| REQUIRED WORK |
This exercise calls for the records to be repeated in full, exactly as written.

Stored data:
'''
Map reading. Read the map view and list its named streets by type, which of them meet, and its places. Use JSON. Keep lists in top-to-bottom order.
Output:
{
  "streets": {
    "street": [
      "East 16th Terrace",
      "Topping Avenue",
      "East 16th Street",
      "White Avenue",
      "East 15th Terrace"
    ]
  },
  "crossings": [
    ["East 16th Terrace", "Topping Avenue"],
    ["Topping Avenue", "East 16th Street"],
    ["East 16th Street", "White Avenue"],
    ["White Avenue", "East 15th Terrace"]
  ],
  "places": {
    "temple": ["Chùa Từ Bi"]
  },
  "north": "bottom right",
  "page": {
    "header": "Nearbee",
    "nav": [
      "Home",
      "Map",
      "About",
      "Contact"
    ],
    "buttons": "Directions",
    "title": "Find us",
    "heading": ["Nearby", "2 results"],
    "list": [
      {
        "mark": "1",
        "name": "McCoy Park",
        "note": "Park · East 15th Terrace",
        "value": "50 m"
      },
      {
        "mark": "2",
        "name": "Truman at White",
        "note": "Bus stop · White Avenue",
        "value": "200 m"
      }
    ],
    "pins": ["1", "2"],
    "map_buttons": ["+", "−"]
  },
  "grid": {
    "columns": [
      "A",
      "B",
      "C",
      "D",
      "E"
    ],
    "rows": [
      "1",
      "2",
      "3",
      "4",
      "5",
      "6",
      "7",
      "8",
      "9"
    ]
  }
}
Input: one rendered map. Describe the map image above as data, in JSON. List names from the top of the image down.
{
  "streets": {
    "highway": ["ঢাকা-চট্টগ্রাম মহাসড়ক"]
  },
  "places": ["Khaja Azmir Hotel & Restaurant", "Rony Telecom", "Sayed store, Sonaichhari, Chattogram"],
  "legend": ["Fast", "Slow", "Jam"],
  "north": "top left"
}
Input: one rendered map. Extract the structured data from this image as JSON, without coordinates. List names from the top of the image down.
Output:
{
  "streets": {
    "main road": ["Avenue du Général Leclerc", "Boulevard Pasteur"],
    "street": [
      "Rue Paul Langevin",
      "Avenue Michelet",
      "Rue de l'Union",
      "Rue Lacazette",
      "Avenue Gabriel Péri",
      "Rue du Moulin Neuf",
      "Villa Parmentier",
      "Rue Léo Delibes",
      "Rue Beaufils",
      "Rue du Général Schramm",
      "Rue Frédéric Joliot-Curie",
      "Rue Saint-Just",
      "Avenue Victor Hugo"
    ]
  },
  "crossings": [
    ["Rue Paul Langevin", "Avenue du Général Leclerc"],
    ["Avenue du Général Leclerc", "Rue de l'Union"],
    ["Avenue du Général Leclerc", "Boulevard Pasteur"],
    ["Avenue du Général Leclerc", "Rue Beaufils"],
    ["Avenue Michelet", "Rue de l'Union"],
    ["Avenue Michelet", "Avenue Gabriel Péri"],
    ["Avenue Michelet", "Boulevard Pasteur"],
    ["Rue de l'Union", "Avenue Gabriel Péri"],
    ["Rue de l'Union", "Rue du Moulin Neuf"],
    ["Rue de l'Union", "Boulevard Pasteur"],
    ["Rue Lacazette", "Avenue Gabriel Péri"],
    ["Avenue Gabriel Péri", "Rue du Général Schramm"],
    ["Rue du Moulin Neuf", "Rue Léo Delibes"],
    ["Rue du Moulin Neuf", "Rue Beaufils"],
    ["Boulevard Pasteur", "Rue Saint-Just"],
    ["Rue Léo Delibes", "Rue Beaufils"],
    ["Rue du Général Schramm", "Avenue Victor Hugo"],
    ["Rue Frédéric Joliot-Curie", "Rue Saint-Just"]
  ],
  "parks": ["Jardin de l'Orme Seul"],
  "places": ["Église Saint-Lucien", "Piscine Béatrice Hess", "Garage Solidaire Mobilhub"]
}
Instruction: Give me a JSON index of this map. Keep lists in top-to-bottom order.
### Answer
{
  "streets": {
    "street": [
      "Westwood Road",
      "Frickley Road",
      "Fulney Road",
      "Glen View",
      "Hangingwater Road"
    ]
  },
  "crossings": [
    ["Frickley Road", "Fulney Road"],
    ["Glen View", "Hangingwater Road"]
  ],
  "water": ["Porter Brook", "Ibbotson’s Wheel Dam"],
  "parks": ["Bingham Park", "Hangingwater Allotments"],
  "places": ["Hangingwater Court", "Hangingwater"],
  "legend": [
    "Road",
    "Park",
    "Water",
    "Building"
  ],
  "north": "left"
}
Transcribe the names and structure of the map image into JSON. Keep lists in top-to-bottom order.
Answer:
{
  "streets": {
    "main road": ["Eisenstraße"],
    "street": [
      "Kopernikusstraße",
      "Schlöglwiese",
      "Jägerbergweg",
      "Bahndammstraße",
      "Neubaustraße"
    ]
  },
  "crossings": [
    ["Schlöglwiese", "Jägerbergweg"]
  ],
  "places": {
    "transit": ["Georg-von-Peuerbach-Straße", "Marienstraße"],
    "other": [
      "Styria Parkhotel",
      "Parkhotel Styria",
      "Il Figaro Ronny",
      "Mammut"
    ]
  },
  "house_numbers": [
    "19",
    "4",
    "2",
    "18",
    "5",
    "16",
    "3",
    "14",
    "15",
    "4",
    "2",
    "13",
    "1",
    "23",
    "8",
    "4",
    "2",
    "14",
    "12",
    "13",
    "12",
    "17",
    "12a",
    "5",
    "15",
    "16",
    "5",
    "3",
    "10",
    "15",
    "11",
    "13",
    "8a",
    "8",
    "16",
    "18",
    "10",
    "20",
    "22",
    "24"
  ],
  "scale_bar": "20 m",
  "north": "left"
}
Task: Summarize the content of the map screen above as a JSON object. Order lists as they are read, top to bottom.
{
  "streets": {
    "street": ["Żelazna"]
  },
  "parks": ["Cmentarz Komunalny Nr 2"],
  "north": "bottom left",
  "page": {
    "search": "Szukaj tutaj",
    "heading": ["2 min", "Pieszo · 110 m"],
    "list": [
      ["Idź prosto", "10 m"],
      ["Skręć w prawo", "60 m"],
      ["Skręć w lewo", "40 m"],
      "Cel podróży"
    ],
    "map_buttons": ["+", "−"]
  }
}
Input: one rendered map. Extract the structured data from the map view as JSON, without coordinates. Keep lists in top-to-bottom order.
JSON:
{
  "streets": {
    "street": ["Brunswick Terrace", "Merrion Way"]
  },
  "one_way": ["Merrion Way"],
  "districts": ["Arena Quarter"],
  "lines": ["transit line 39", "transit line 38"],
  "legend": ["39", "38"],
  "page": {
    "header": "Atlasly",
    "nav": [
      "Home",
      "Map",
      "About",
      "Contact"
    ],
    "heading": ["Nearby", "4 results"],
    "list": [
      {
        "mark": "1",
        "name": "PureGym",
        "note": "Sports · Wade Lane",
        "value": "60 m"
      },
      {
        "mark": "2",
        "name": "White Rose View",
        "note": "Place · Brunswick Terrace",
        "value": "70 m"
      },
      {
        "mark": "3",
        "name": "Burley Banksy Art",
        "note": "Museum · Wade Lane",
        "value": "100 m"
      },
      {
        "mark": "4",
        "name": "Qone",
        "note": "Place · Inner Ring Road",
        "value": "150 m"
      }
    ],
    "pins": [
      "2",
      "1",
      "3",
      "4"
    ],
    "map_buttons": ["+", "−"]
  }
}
'''
| WRITTEN RESPONSE |
Map reading. Read the map view and list its named streets by type, which of them meet, and its places. Use JSON. Keep lists in top-to-bottom order.
Output:
{
  "streets": {
    "street": [
      "East 16th Terrace",
      "Topping Avenue",
      "East 16th Street",
      "White Avenue",
      "East 15th Terrace"
    ]
  },
  "crossings": [
    ["East 16th Terrace", "Topping Avenue"],
    ["Topping Avenue", "East 16th Street"],
    ["East 16th Street", "White Avenue"],
    ["White Avenue", "East 15th Terrace"]
  ],
  "places": {
    "temple": ["Chùa Từ Bi"]
  },
  "north": "bottom right",
  "page": {
    "header": "Nearbee",
    "nav": [
      "Home",
      "Map",
      "About",
      "Contact"
    ],
    "buttons": "Directions",
    "title": "Find us",
    "heading": ["Nearby", "2 results"],
    "list": [
      {
        "mark": "1",
        "name": "McCoy Park",
        "note": "Park · East 15th Terrace",
        "value": "50 m"
      },
      {
        "mark": "2",
        "name": "Truman at White",
        "note": "Bus stop · White Avenue",
        "value": "200 m"
      }
    ],
    "pins": ["1", "2"],
    "map_buttons": ["+", "−"]
  },
  "grid": {
    "columns": [
      "A",
      "B",
      "C",
      "D",
      "E"
    ],
    "rows": [
      "1",
      "2",
      "3",
      "4",
      "5",
      "6",
      "7",
      "8",
      "9"
    ]
  }
}
Input: one rendered map. Describe the map image above as data, in JSON. List names from the top of the image down.
{
  "streets": {
    "highway": ["ঢাকা-চট্টগ্রাম মহাসড়ক"]
  },
  "places": ["Khaja Azmir Hotel & Restaurant", "Rony Telecom", "Sayed store, Sonaichhari, Chattogram"],
  "legend": ["Fast", "Slow", "Jam"],
  "north": "top left"
}
Input: one rendered map. Extract the structured data from this image as JSON, without coordinates. List names from the top of the image down.
Output:
{
  "streets": {
    "main road": ["Avenue du Général Leclerc", "Boulevard Pasteur"],
    "street": [
      "Rue Paul Langevin",
      "Avenue Michelet",
      "Rue de l'Union",
      "Rue Lacazette",
      "Avenue Gabriel Péri",
      "Rue du Moulin Neuf",
      "Villa Parmentier",
      "Rue Léo Delibes",
      "Rue Beaufils",
      "Rue du Général Schramm",
      "Rue Frédéric Joliot-Curie",
      "Rue Saint-Just",
      "Avenue Victor Hugo"
    ]
  },
  "crossings": [
    ["Rue Paul Langevin", "Avenue du Général Leclerc"],
    ["Avenue du Général Leclerc", "Rue de l'Union"],
    ["Avenue du Général Leclerc", "Boulevard Pasteur"],
    ["Avenue du Général Leclerc", "Rue Beaufils"],
    ["Avenue Michelet", "Rue de l'Union"],
    ["Avenue Michelet", "Avenue Gabriel Péri"],
    ["Avenue Michelet", "Boulevard Pasteur"],
    ["Rue de l'Union", "Avenue Gabriel Péri"],
    ["Rue de l'Union", "Rue du Moulin Neuf"],
    ["Rue de l'Union", "Boulevard Pasteur"],
    ["Rue Lacazette", "Avenue Gabriel Péri"],
    ["Avenue Gabriel Péri", "Rue du Général Schramm"],
    ["Rue du Moulin Neuf", "Rue Léo Delibes"],
    ["Rue du Moulin Neuf", "Rue Beaufils"],
    ["Boulevard Pasteur", "Rue Saint-Just"],
    ["Rue Léo Delibes", "Rue Beaufils"],
    ["Rue du Général Schramm", "Avenue Victor Hugo"],
    ["Rue Frédéric Joliot-Curie", "Rue Saint-Just"]
  ],
  "parks": ["Jardin de l'Orme Seul"],
  "places": ["Église Saint-Lucien", "Piscine Béatrice Hess", "Garage Solidaire Mobilhub"]
}
Instruction: Give me a JSON index of this map. Keep lists in top-to-bottom order.
### Answer
{
  "streets": {
    "street": [
      "Westwood Road",
      "Frickley Road",
      "Fulney Road",
      "Glen View",
      "Hangingwater Road"
    ]
  },
  "crossings": [
    ["Frickley Road", "Fulney Road"],
    ["Glen View", "Hangingwater Road"]
  ],
  "water": ["Porter Brook", "Ibbotson’s Wheel Dam"],
  "parks": ["Bingham Park", "Hangingwater Allotments"],
  "places": ["Hangingwater Court", "Hangingwater"],
  "legend": [
    "Road",
    "Park",
    "Water",
    "Building"
  ],
  "north": "left"
}
Transcribe the names and structure of the map image into JSON. Keep lists in top-to-bottom order.
Answer:
{
  "streets": {
    "main road": ["Eisenstraße"],
    "street": [
      "Kopernikusstraße",
      "Schlöglwiese",
      "Jägerbergweg",
      "Bahndammstraße",
      "Neubaustraße"
    ]
  },
  "crossings": [
    ["Schlöglwiese", "Jägerbergweg"]
  ],
  "places": {
    "transit": ["Georg-von-Peuerbach-Straße", "Marienstraße"],
    "other": [
      "Styria Parkhotel",
      "Parkhotel Styria",
      "Il Figaro Ronny",
      "Mammut"
    ]
  },
  "house_numbers": [
    "19",
    "4",
    "2",
    "18",
    "5",
    "16",
    "3",
    "14",
    "15",
    "4",
    "2",
    "13",
    "1",
    "23",
    "8",
    "4",
    "2",
    "14",
    "12",
    "13",
    "12",
    "17",
    "12a",
    "5",
    "15",
    "16",
    "5",
    "3",
    "10",
    "15",
    "11",
    "13",
    "8a",
    "8",
    "16",
    "18",
    "10",
    "20",
    "22",
    "24"
  ],
  "scale_bar": "20 m",
  "north": "left"
}
Task: Summarize the content of the map screen above as a JSON object. Order lists as they are read, top to bottom.
{
  "streets": {
    "street": ["Żelazna"]
  },
  "parks": ["Cmentarz Komunalny Nr 2"],
  "north": "bottom left",
  "page": {
    "search": "Szukaj tutaj",
    "heading": ["2 min", "Pieszo · 110 m"],
    "list": [
      ["Idź prosto", "10 m"],
      ["Skręć w prawo", "60 m"],
      ["Skręć w lewo", "40 m"],
      "Cel podróży"
    ],
    "map_buttons": ["+", "−"]
  }
}
Input: one rendered map. Extract the structured data from the map view as JSON, without coordinates. Keep lists in top-to-bottom order.
JSON:
{
  "streets": {
    "street": ["Brunswick Terrace", "Merrion Way"]
  },
  "one_way": ["Merrion Way"],
  "districts": ["Arena Quarter"],
  "lines": ["transit line 39", "transit line 38"],
  "legend": ["39", "38"],
  "page": {
    "header": "Atlasly",
    "nav": [
      "Home",
      "Map",
      "About",
      "Contact"
    ],
    "heading": ["Nearby", "4 results"],
    "list": [
      {
        "mark": "1",
        "name": "PureGym",
        "note": "Sports · Wade Lane",
        "value": "60 m"
      },
      {
        "mark": "2",
        "name": "White Rose View",
        "note": "Place · Brunswick Terrace",
        "value": "70 m"
      },
      {
        "mark": "3",
        "name": "Burley Banksy Art",
        "note": "Museum · Wade Lane",
        "value": "100 m"
      },
      {
        "mark": "4",
        "name": "Qone",
        "note": "Place · Inner Ring Road",
        "value": "150 m"
      }
    ],
    "pins": [
      "2",
      "1",
      "3",
      "4"
    ],
    "map_buttons": ["+", "−"]
  }
}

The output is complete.